TSA: Total Security Abyss
A Commentary By Michelle Malkin
While a TSA agent pawed my hair bun this weekend, presumably on high alert for improvised explosive bobby pins, I pondered the latest news on the Somalia airplane terror attack.
Intelligence officials released video footage of airport employees in Mogadishu handing a laptop to a jihadist suspect before he boarded Daallo Airlines Airbus Flight D3159 last week. The device allegedly contained a bomb that exploded on the plane, which created a massive hole out of which the bomber was fatally sucked. Two other passengers were injured in the blast before the pilot successfully made an emergency landing.
Several airport workers have now been arrested and the FBI is in Africa assisting the investigation.
The Somalia incident is not the only suspected in-flight inside job of late. Investigators believe a ramp worker at Egypt's Sharm el Sheikh airport was recruited by ISIS to plant a bomb on the Russian airliner that crashed last fall in the desert of the Sinai Peninsula. All 224 passengers and crew members aboard Metrojet Flight 9268 perished.
America can rest easy knowing that TSA aggressively tackled my harmless chignon like the Denver Broncos on Super Bowl Sunday.
But as the TSA carries out its multibillion-dollar charade of homeland security on babies' bottles of breast milk, veterans' prosthetic devices and suburban moms' updos, who is screening the screeners?
Last summer, the Department of Homeland Security's inspector general raised the alarm on the TSA's faulty aviation worker vetting process. The IG's testing showed "that TSA did not identify 73 individuals with terrorism-related category codes because TSA is not authorized to receive all terrorism-related information under current interagency watchlisting policy." Nor does the transportation bureaucracy have effective controls in place for ensuring that its employees "had not committed crimes that would disqualify them from having unescorted access to secure airports areas" and "had lawful status and were authorized to work in the United States."
On top of that, "thousands of records used for vetting workers contained potentially incomplete or inaccurate data, such as an initial for a first name and missing social security numbers," investigators found. "TSA did not have appropriate edit checks in place to reject such records from vetting."
Stunningly, the IG disclosed that TSA has had to "deny credentials to 4,800 individuals that the airports had previously cleared for work in the United States because it could not verify lawful status for those individuals." The report does not specify when exactly these 4,800 potential illegal immigrants from around the world finally had their badges yanked.
Eight months after this disclosure, the IG reported this week, "as few as one percent of all aviation workers applications" at larger airports are subjected to the inspections process to screen out aliens here illegally, visa overstayers and individuals convicted of disqualifying crimes.
Only in the last year has the Obama administration cracked down on airport and airline employees' unfettered access to sensitive areas and ability to bypass security checkpoints.
Only in the last week has the federal government finally changed its policies to allow TSA to access counterterrorism databases.
Actually, it's not clear from the DHS inspector general John Roth's follow-up testimony on Capitol Hill this whether and when exactly this will happen. "TSA now or will soon have access to this information," he told Congress. Hmm.
Even if and when TSA officials gain access to terrorism data, however, the question is whether that information is worth anything at all. DHS whistleblower Philip Haney, a 15-year veteran of the bureaucracy, reported last week on politically correct purges of counterterrorism databases ordered by his superiors.
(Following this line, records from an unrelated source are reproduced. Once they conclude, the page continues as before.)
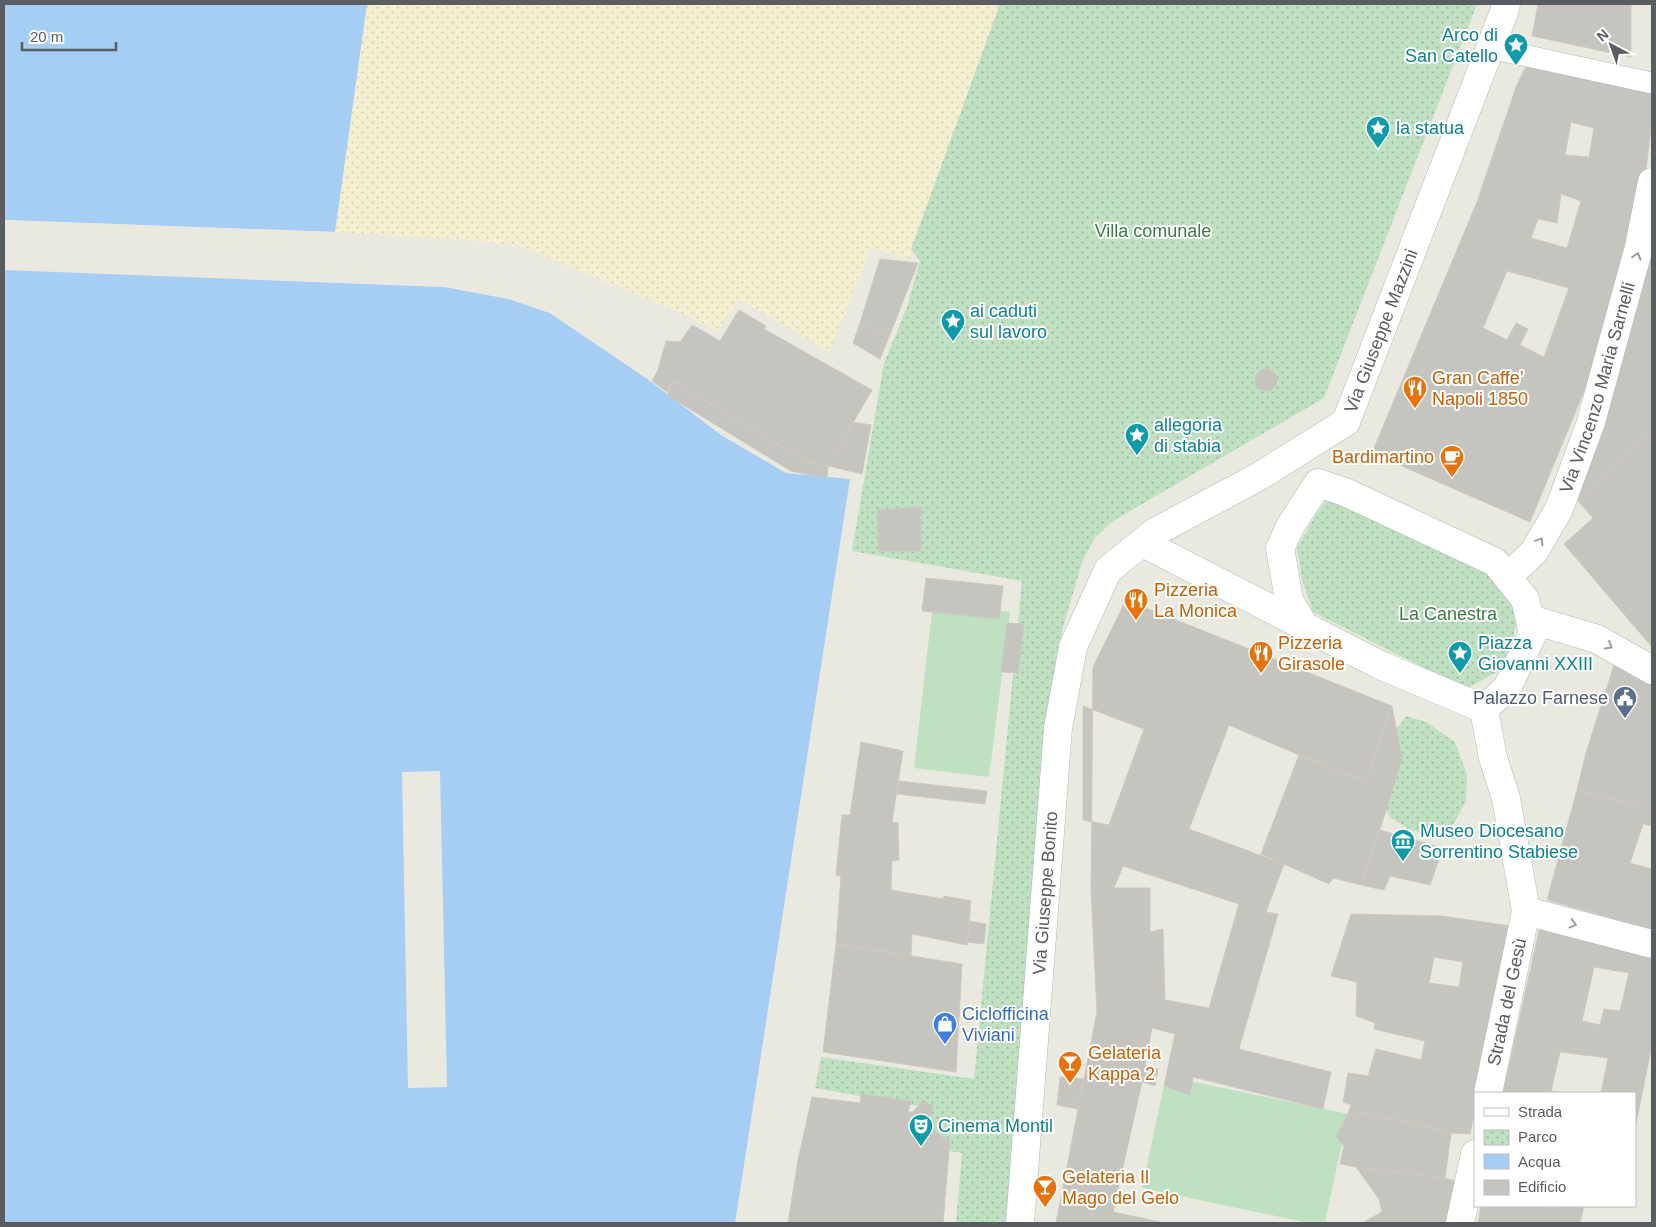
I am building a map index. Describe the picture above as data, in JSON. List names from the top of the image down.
{
  "streets": {
    "street": [
      "Via Giuseppe Mazzini",
      "Via Vincenzo Maria Sarnelli",
      "Via Giuseppe Bonito",
      "Strada del Gesù"
    ]
  },
  "crossings": [
    ["Via Giuseppe Mazzini", "Via Giuseppe Bonito"]
  ],
  "one_way": ["Via Vincenzo Maria Sarnelli"],
  "parks": ["Villa comunale", "La Canestra"],
  "places": {
    "place": [
      "Arco di San Catello",
      "la statua",
      "ai caduti sul lavoro",
      "allegoria di stabia",
      "Piazza Giovanni XXIII"
    ],
    "restaurant": ["Gran Caffe’ Napoli 1850", "Pizzeria La Monica", "Pizzeria Girasole"],
    "cafe": ["Bardimartino"],
    "public building": ["Palazzo Farnese"],
    "museum": ["Museo Diocesano Sorrentino Stabiese"],
    "shop": ["Ciclofficina Viviani"],
    "bar": ["Gelateria Kappa 2", "Gelateria Il Mago del Gelo"],
    "theatre": ["Cinema Montil"]
  },
  "legend": [
    "Strada",
    "Parco",
    "Acqua",
    "Edificio"
  ],
  "scale_bar": "20 m",
  "north": "top left"
}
He says he was forced to "delete or modify several hundred records of individuals tied to designated Islamist terror groups like Hamas from the important federal database, the Treasury Enforcement Communications System."
It gets worse. "Going forward," Haney recounted, "my colleagues and I were prohibited from entering pertinent information into the database." Whitewash in, whitewash out.
A budget of $7 billion. A workforce of 55,000. Useless explosives-screening "puffing" machines. Unreliable full-body scanners. Thousands of lost and stolen badges and weapons. Unknown numbers of criminals, illegal aliens, imposters and terror operatives with security clearance to do as they please on ramps and runways across America.
Welcome to TSA: The Total Security Abyss.